▶ **TASK DESCRIPTION**: Which of the lines in the data mention the string "padding"? List them all.

▶ **PROVIDED DATA**:
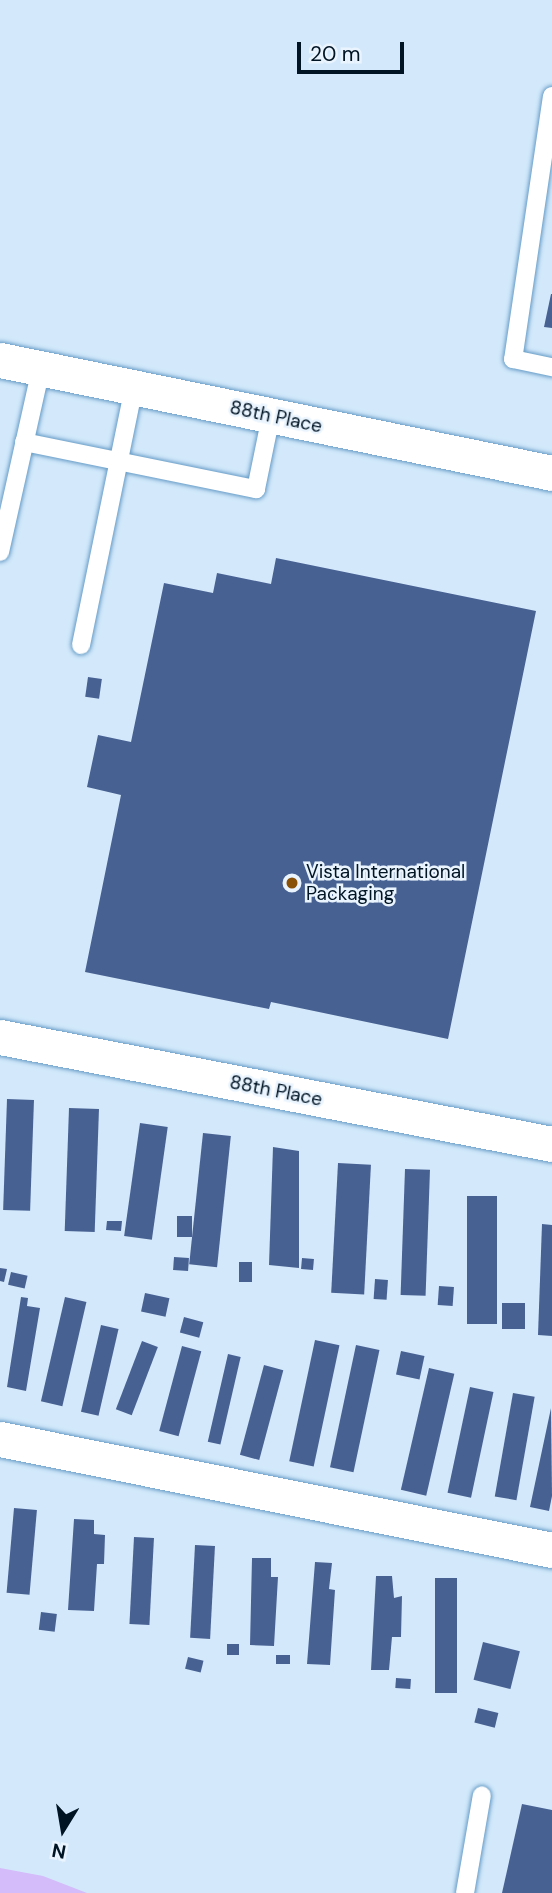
<!DOCTYPE html>
<html>
<head>
<meta charset="utf-8">
<style>
  body { margin:0 }
  #map { position:relative; width:552px; height:1893px; overflow:hidden; background:#d3e9fb; font-family:"DM Sans",sans-serif }
  div>[style] { position:absolute }
  .green>* { inset:0; background:#d4bbf9 }
  .building>* { inset:0; background:#486193; transform-origin:0 0 }
  .roads { filter:drop-shadow(0 0 2px #659bc6) drop-shadow(0 0 2px #659bc6) }
  .lane>* { height:18px; margin:-9px; padding:0 9px; transform-origin:9px; border-radius:9px; background:#fff }
  .street>* { height:35px; margin:-17.5px; padding:0 17.5px; transform-origin:17.5px; border-radius:17.5px; background:#fff }
  .dots>* { width:19px; height:19px; translate:-50% -50%; box-sizing:border-box; border:4px solid #e9f4fe; border-radius:50% }
  span { translate:-50% -50%; white-space:nowrap; text-align:center; line-height:1.15; -webkit-text-stroke:5px #e9f4fe; paint-order:stroke }
  .street-label { font-size:19px; color:#011424 }
  .poi-label { font-size:19px; color:#011424 }
  .left { translate:0 -50%; text-align:left }
  .north { position:absolute; left:28px; top:1795px; width:70px; height:70px; -webkit-text-stroke:5px #e9f4fe; paint-order:stroke; rotate:191deg; font-size:19px; font-weight:700; line-height:28px; text-align:center; color:#011424 }
  .north::after { content:''; display:block; margin:auto; width:24px; height:32px; background:#011424; clip-path:polygon(50% 0,100% 100%,50% 72%,0 100%) }
  .scale { position:absolute; left:297px; top:42px; width:107px; height:32px; box-sizing:border-box; border:4px solid #011424; border-top:0; padding-left:9px; font-size:21px; line-height:24px; white-space:nowrap; color:#011424; -webkit-text-stroke:5px #e9f4fe; paint-order:stroke }
</style>
</head>
<body>
<div id="map">
  <div class="green">
    <i style="clip-path:polygon(0 1868px,43px 1876px,87px 1893px,0 1893px)"></i>
  </div>
  <div class="building">
    <i style="clip-path:polygon(551px 294px,552px 294px,552px 328px,544px 327px)"></i>
    <i style="clip-path:polygon(276px 558px,536px 611px,448px 1039px,271px 1002px,269px 1009px,85px 972px,121px 795px,87px 787px,98px 735px,131px 742px,164px 583px,213px 593px,217px 573px,271px 584px)"></i>
    <i style="left:88px;top:677px;width:14px;height:20px;rotate:8deg"></i>
    <i style="left:7px;top:1099px;width:27px;height:111px;rotate:2deg"></i>
    <i style="left:69px;top:1108px;width:30px;height:123px;rotate:2deg"></i>
    <i style="left:140px;top:1123px;width:28px;height:114px;rotate:8deg"></i>
    <i style="left:203px;top:1133px;width:28px;height:132px;rotate:6deg"></i>
    <i style="clip-path:polygon(273px 1147px,299px 1151px,299px 1268px,269px 1265px)"></i>
    <i style="left:338px;top:1163px;width:33px;height:130px;rotate:3deg"></i>
    <i style="left:405px;top:1169px;width:25px;height:126px;rotate:2deg"></i>
    <i style="left:467px;top:1196px;width:30px;height:128px"></i>
    <i style="left:177px;top:1216px;width:15px;height:21px"></i>
    <i style="clip-path:polygon(107px 1221px,122px 1221px,121px 1231px,106px 1230px)"></i>
    <i style="clip-path:polygon(542px 1224px,552px 1225px,552px 1336px,538px 1335px)"></i>
    <i style="left:174px;top:1257px;width:15px;height:13px;rotate:4deg"></i>
    <i style="left:302px;top:1258px;width:12px;height:11px;rotate:5deg"></i>
    <i style="left:252px;top:1262px;width:20px;height:13px;rotate:90deg"></i>
    <i style="clip-path:polygon(0 1268px,7px 1269px,4px 1282px,0 1281px)"></i>
    <i style="left:11px;top:1272px;width:17px;height:13px;rotate:13deg"></i>
    <i style="left:375px;top:1279px;width:13px;height:20px;rotate:4deg"></i>
    <i style="left:439px;top:1286px;width:15px;height:19px;rotate:4deg"></i>
    <i style="left:145px;top:1293px;width:25px;height:19px;rotate:12deg"></i>
    <i style="clip-path:polygon(21px 1297px,28px 1298px,27px 1306px,40px 1308px,26px 1391px,7px 1387px)"></i>
    <i style="left:65px;top:1297px;width:22px;height:107px;rotate:13deg"></i>
    <i style="left:502px;top:1303px;width:23px;height:26px"></i>
    <i style="left:184px;top:1317px;width:20px;height:16px;rotate:15deg"></i>
    <i style="left:101px;top:1325px;width:18px;height:89px;rotate:13deg"></i>
    <i style="left:315px;top:1340px;width:25px;height:124px;rotate:12deg"></i>
    <i style="left:142px;top:1341px;width:17px;height:73px;rotate:21deg"></i>
    <i style="left:356px;top:1345px;width:24px;height:125px;rotate:12deg"></i>
    <i style="left:182px;top:1346px;width:20px;height:88px;rotate:15deg"></i>
    <i style="left:401px;top:1351px;width:24px;height:24px;rotate:12deg"></i>
    <i style="left:228px;top:1354px;width:13px;height:90px;rotate:13deg"></i>
    <i style="left:264px;top:1365px;width:20px;height:93px;rotate:15deg"></i>
    <i style="left:429px;top:1368px;width:26px;height:125px;rotate:13deg"></i>
    <i style="left:470px;top:1387px;width:24px;height:108px;rotate:12deg"></i>
    <i style="left:513px;top:1393px;width:22px;height:105px;rotate:10deg"></i>
    <i style="clip-path:polygon(551px 1408px,552px 1496px,549px 1511px,530px 1507px)"></i>
    <i style="left:14px;top:1508px;width:23px;height:85px;rotate:5deg"></i>
    <i style="clip-path:polygon(74px 1519px,94px 1520px,94px 1534px,105px 1535px,104px 1564px,97px 1564px,94px 1611px,68px 1610px)"></i>
    <i style="left:134px;top:1537px;width:20px;height:87px;rotate:3deg"></i>
    <i style="left:195px;top:1545px;width:20px;height:93px;rotate:3deg"></i>
    <i style="clip-path:polygon(252px 1558px,271px 1558px,271px 1577px,278px 1577px,274px 1646px,250px 1645px)"></i>
    <i style="clip-path:polygon(315px 1562px,332px 1563px,329px 1589px,335px 1590px,330px 1665px,307px 1664px)"></i>
    <i style="clip-path:polygon(376px 1576px,392px 1576px,394px 1598px,402px 1596px,401px 1637px,392px 1637px,389px 1670px,371px 1670px)"></i>
    <i style="left:435px;top:1578px;width:22px;height:115px"></i>
    <i style="left:41px;top:1612px;width:16px;height:18px;rotate:7deg"></i>
    <i style="left:483px;top:1642px;width:38px;height:39px;rotate:14deg"></i>
    <i style="left:227px;top:1644px;width:12px;height:11px"></i>
    <i style="left:276px;top:1655px;width:14px;height:9px"></i>
    <i style="left:188px;top:1657px;width:16px;height:12px;rotate:14deg"></i>
    <i style="left:396px;top:1678px;width:15px;height:10px;rotate:4deg"></i>
    <i style="left:478px;top:1708px;width:21px;height:15px;rotate:14deg"></i>
    <i style="clip-path:polygon(522px 1804px,552px 1810px,552px 1893px,502px 1893px)"></i>
  </div>
  <div class="roads">
    <div class="lane">
      <i style="left:552px;top:96px;width:266px;rotate:98.4deg"></i>
      <i style="left:513px;top:359px;width:40px;rotate:12deg"></i>
      <i style="left:24px;top:442px;width:237px;rotate:11.5deg"></i>
      <i style="left:256px;top:489px;width:75px;rotate:-78.4deg"></i>
      <i style="left:0;top:552px;width:188px;rotate:-77.4deg"></i>
      <i style="left:81px;top:645px;width:263px;rotate:-78.4deg"></i>
      <i style="left:465px;top:1893px;width:99px;rotate:-80.2deg"></i>
    </div>
    <div class="street">
      <i style="left:0;top:360px;width:563px;rotate:11.57deg"></i>
      <i style="left:0;top:1037px;width:562px;rotate:10.97deg"></i>
      <i style="left:0;top:1439px;width:563px;rotate:11.37deg"></i>
    </div>
  </div>
  <div class="dots">
    <i style="left:292px;top:883px;background:#895007"></i>
  </div>
  <div class="street-label">
    <span style="left:276px;top:417px;rotate:12deg">88th Place</span>
    <span style="left:276px;top:1091px;rotate:11deg">88th Place</span>
  </div>
  <div class="poi-label">
    <span class="left" style="left:306px;top:883px">Vista International<br>Packaging</span>
  </div>
  <div class="north">N</div>
  <div class="scale">20 m</div>
</div>
</body>
</html>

▶ **SOLUTION BELOW**:
  .lane>* { height:18px; margin:-9px; padding:0 9px; transform-origin:9px; border-radius:9px; background:#fff }
  .street>* { height:35px; margin:-17.5px; padding:0 17.5px; transform-origin:17.5px; border-radius:17.5px; background:#fff }
  .scale { position:absolute; left:297px; top:42px; width:107px; height:32px; box-sizing:border-box; border:4px solid #011424; border-top:0; padding-left:9px; font-size:21px; line-height:24px; white-space:nowrap; color:#011424; -webkit-text-stroke:5px #e9f4fe; paint-order:stroke }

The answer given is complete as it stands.